Project 24 View File Differences
“I recently made some changes to a file. Can I compare the new file with a copy of the original file to recall the changes I made?”
This project shows you how to compare two files and view their differences in several ways. It shows how to make a patch file to bring an older version of the file up to date and how to merge two sets of changes. It covers the commands diff, sdiff, and patch. On related themes: Project 25 employs the command diff3 to compare two sets of changes against a common ancestor; and Project 26 shows how to sort text files and how to pick out commonalities and differences between sorted text files.
What’s the difference?
We use the diff command to compare two files, or two versions of the same file, to discover the differences between them. It reports on lines that have been added, deleted, or changed. It works on text or binary files, but we’ll stick to text files in this project; it’s simpler to illustrate the principles involved by using files that can be displayed. Differences can be reported line by line or using a comparative side-by-side view. diff can also compare entire directory structures, reporting the differences between similar files and listing those files that appear in one directory but not the other.
The diff command can create a patch file describing the differences between a newer file and an older file. Applying the patch to the older file brings it up to date, which is useful to keep other people updated without needing to redistribute a potentially large original file.
We also look at the sdiff command, which interactively merges two files and allows the user to select lines from either file to create the new file.

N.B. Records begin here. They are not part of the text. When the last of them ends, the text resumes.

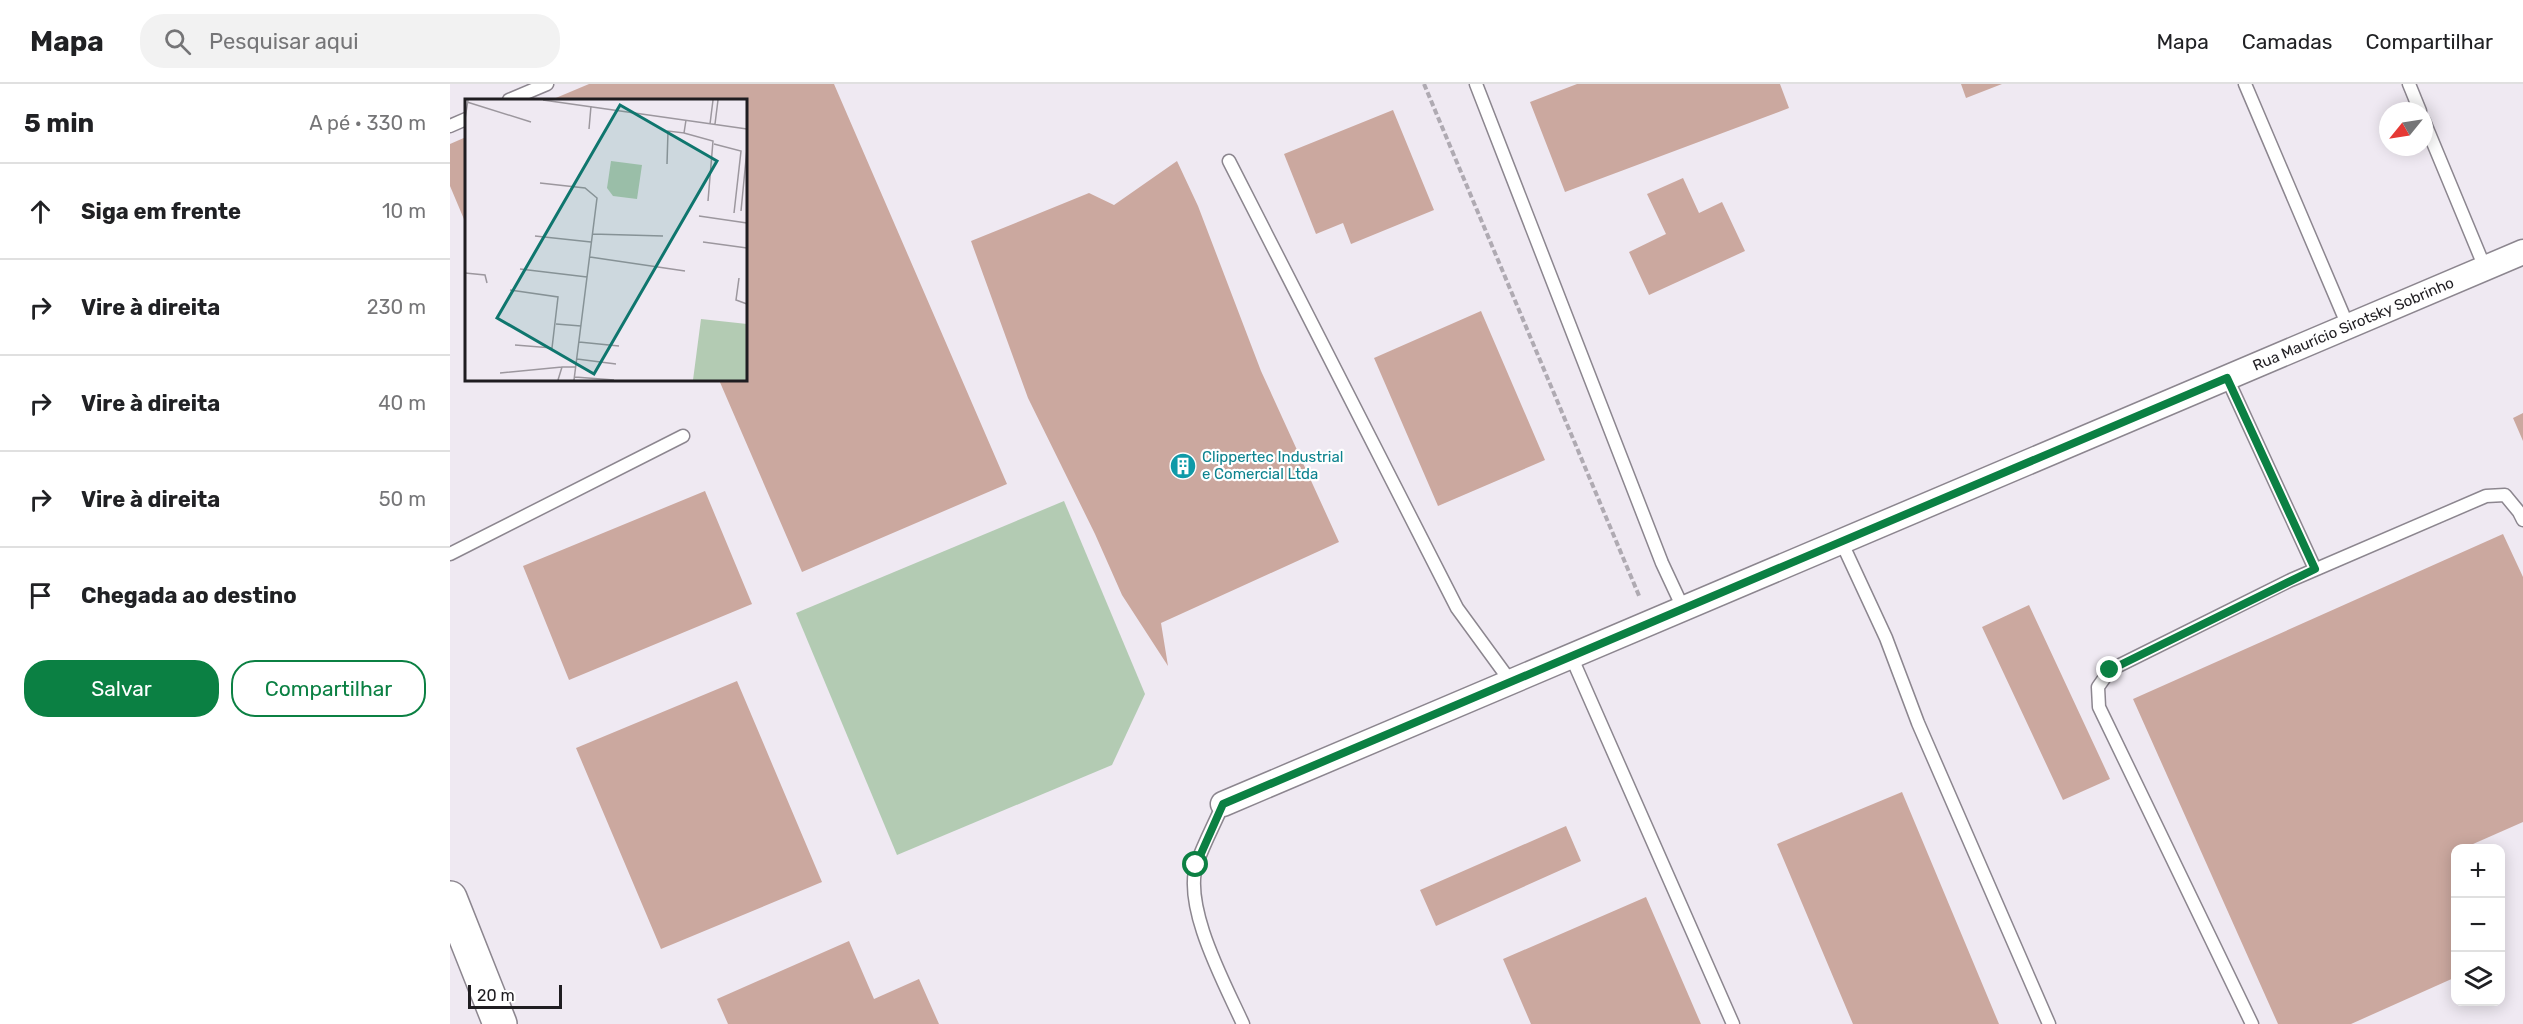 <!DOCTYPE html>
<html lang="pt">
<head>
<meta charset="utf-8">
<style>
	body { margin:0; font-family:Rubik,sans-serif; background:#f2f2f2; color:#202124 }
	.controls { position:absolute; right:18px; bottom:18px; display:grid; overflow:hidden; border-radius:12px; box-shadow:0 3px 15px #0003 }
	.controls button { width:54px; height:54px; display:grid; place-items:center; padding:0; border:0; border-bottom:2px solid #e0e0e0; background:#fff; color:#202124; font:30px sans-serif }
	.compass { position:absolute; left:1929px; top:18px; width:54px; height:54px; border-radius:50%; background:#fff; box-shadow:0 3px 15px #0003; rotate:240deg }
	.scale { position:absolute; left:18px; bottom:15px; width:94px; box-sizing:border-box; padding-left:6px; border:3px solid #1f1d21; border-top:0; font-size:16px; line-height:21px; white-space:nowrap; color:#1f1d21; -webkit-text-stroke:4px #fff; paint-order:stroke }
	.stop { position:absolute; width:18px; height:18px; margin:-14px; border:4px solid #0b8043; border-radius:50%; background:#fff }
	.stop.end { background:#0b8043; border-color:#fff; box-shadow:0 2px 6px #0008 }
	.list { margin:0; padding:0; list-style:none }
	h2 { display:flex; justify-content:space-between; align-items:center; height:78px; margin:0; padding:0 24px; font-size:26px }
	h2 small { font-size:20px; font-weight:400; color:#757577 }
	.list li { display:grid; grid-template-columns:39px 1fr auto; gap:18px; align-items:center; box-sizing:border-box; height:96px; padding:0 24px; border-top:2px solid #e0e0e0 }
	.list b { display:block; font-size:22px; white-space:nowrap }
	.list em { font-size:20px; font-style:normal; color:#757577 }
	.actions { display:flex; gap:12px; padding:18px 24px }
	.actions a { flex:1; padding:14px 0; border:2px solid #0b8043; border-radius:24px; text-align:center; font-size:21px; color:#0b8043 }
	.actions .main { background:#0b8043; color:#fff }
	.icon { flex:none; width:33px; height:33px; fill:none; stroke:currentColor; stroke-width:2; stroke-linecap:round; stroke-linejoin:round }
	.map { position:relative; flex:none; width:2073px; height:940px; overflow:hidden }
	header { display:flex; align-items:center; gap:36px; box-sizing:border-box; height:84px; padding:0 30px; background:#fff; border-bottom:2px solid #e0e0e0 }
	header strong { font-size:28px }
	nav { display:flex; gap:33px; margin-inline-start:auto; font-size:21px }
	.search { width:420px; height:54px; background:#f2f2f2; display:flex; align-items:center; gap:15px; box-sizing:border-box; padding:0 21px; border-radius:24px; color:#757577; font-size:22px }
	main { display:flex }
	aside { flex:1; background:#fff }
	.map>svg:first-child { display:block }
</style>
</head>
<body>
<header>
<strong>Mapa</strong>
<div class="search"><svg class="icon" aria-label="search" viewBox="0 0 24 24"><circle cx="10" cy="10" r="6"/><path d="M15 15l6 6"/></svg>Pesquisar aqui</div>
<nav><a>Mapa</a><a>Camadas</a><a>Compartilhar</a></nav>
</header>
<main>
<aside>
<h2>5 min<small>A pé · 330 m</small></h2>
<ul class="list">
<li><svg class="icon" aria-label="ahead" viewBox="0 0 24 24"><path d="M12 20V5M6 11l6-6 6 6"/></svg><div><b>Siga em frente</b></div><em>10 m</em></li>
<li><svg class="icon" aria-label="right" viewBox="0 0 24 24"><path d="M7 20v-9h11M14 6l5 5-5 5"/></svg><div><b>Vire à direita</b></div><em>230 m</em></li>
<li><svg class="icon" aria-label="right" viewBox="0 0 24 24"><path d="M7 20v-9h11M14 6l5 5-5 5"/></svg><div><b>Vire à direita</b></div><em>40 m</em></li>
<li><svg class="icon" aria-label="right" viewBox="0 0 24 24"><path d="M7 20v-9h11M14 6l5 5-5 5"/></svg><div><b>Vire à direita</b></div><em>50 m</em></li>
<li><svg class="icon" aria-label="arrive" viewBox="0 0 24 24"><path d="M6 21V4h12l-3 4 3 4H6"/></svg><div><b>Chegada ao destino</b></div></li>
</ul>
<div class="actions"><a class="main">Salvar</a><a>Compartilhar</a></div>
</aside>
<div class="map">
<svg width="2073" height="940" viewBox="0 0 2073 940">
	<rect width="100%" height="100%" fill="#efe9f2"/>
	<!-- green -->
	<path fill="#b3cbb3" d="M614,417L695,610L662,681L447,771L346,529Z"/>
	<!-- building -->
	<path fill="#cba89f" d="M139,0H384L557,400L352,488L269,296H296V16H101Z
		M1127,0H1330L1339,24L1115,108L1080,18Z
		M1511,0H1552L1516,14Z
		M943,26L984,126L901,160L893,139L866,150L834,70Z
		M16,53V140L0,102V60Z
		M727,77L748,122L811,287L889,458L711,539L718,582L672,511L645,450L578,314L521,157L639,109L664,121Z
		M1233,94L1249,129L1272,118L1295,167L1199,211L1179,168L1216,150L1197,110Z
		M1031,227L1095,376L988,422L924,274Z
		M2073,329V357L2063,334Z
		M255,407L302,520L119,596L73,482Z
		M2053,450L2073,493V738L2014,764H2006V893L1901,940H1828L1683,615Z
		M1579,521L1660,695L1613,716L1532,543Z
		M287,597L372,798L211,865L126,664Z
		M1452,708L1549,940H1403L1327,760Z
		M1116,742L1131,777L986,842L970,806Z
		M1196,813L1251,940H1081L1053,875Z
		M399,857L424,915L469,895L489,940H278L267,915Z"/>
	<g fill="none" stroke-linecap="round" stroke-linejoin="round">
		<defs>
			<path id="lane" d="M1026,0L1212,479L1233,524
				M1795,0L1898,242
				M1959,0L1970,27
				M59,16L97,0
				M1974,37L2035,184
				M0,42L16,35
				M779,77L1007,524L1061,598
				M1777,294L1865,485
				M1391,457L1436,554L1468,639L1599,940
				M0,470L233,352
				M1121,572L1283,940
				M773,720C765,739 754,759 747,779C732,822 775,900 793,940
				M1802,940L1649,623L1648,603L1660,586L1841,496L2036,412L2055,411L2069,428L2073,436"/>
			<g id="street">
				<path id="s1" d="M773,720L2073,168"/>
			</g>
			<path id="primary" d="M0,814L50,940"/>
		</defs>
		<!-- lane casing -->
		<use href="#lane" stroke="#8c868f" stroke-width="15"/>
		<!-- street casing -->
		<use href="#street" stroke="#8c868f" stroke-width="27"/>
		<!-- primary casing -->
		<use href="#primary" stroke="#8c868f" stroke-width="36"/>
		<!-- path -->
		<path stroke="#afaab2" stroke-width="4" stroke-dasharray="6 3" stroke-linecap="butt" d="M974,0L1190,514"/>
		<!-- lane -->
		<use href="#lane" stroke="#fff" stroke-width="12"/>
		<!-- street -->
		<use href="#street" stroke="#fff" stroke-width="24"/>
		<!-- primary -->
		<use href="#primary" stroke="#fff" stroke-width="33"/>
	</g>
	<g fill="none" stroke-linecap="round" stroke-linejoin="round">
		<!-- route -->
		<path stroke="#0b8043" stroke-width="8" d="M746,781L773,720L1777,294L1865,485L1660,586"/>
	</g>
	<!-- icons -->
	<defs>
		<symbol id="building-disc" viewBox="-11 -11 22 22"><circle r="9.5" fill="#0f9aa8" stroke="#fff"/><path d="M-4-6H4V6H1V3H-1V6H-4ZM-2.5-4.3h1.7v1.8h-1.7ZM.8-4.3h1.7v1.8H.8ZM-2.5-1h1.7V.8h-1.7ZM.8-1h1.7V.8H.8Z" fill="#fff"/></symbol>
	</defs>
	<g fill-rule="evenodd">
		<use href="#building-disc" x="718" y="367" width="30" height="30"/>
	</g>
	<g text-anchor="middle" stroke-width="4.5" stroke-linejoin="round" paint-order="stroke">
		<!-- street labels -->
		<g font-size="15" fill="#1f1d21" stroke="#fff">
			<text dy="5" stroke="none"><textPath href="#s1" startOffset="1228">Rua Maurício Sirotsky Sobrinho</textPath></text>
		</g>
		<!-- culture labels -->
		<g font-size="15" fill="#0d838f" stroke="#fff" text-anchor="start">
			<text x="752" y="378">Clippertec Industrial<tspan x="752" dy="17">e Comercial Ltda</tspan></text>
		</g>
	</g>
	<!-- overview -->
	<g transform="translate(15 15)">
		<rect width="282" height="282" fill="#efe9f2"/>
		<path d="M146,62L177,66L172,100L148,97L142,89ZM236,220L282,225V281H228Z" fill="#b3cbb3"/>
		<path fill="none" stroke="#9c979e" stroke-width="1.5" d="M78,1L282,30M2,3L66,23M0,20L3,1M245,25L248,1M250,25L253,1M124,30L126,7M219,34L248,42L243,102M249,45L276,52L269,114M202,65L203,32L219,34L221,21M75,84L120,89L132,99L109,281M276,112L282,50M234,117L282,124M127,135L198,137M70,137L126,143M238,143L282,149M125,158L220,172M55,170L122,178M0,174L20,176L22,184M274,179L271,201L282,205M45,191L93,198L87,249L50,246M91,225L116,227M114,243L154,247M112,260L151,265M35,274L97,268M110,278L149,281M93,281L97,268H111"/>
		<path fill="#0f766e" fill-opacity="0.15" stroke="#0f766e" stroke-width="3" d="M155,6L252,62L129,275L32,219Z"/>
		<rect width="282" height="282" fill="none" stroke="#1f1d21" stroke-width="3"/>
	</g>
</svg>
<div class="controls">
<button>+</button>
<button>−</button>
<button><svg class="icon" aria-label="layers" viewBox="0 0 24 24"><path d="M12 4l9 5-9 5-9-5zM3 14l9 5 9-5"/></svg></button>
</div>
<svg class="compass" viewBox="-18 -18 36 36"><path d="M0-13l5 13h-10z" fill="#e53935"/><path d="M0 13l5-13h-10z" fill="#757577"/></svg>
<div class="scale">20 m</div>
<div class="stop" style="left:746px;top:781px"></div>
<div class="stop end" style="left:1660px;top:586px"></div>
</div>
</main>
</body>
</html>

Let’s use diff to compare two similar files. In the following example, file index.php (you might recognize it as a PHP script) was updated from an original saved as index.old.php. diff reports on lines that have been deleted, added, and changed in the new version compared with the old version. To view the changes, simply give the two filenames as arguments to diff, but make sure that the older file is the first argument; otherwise, the senses of added and deleted are reversed.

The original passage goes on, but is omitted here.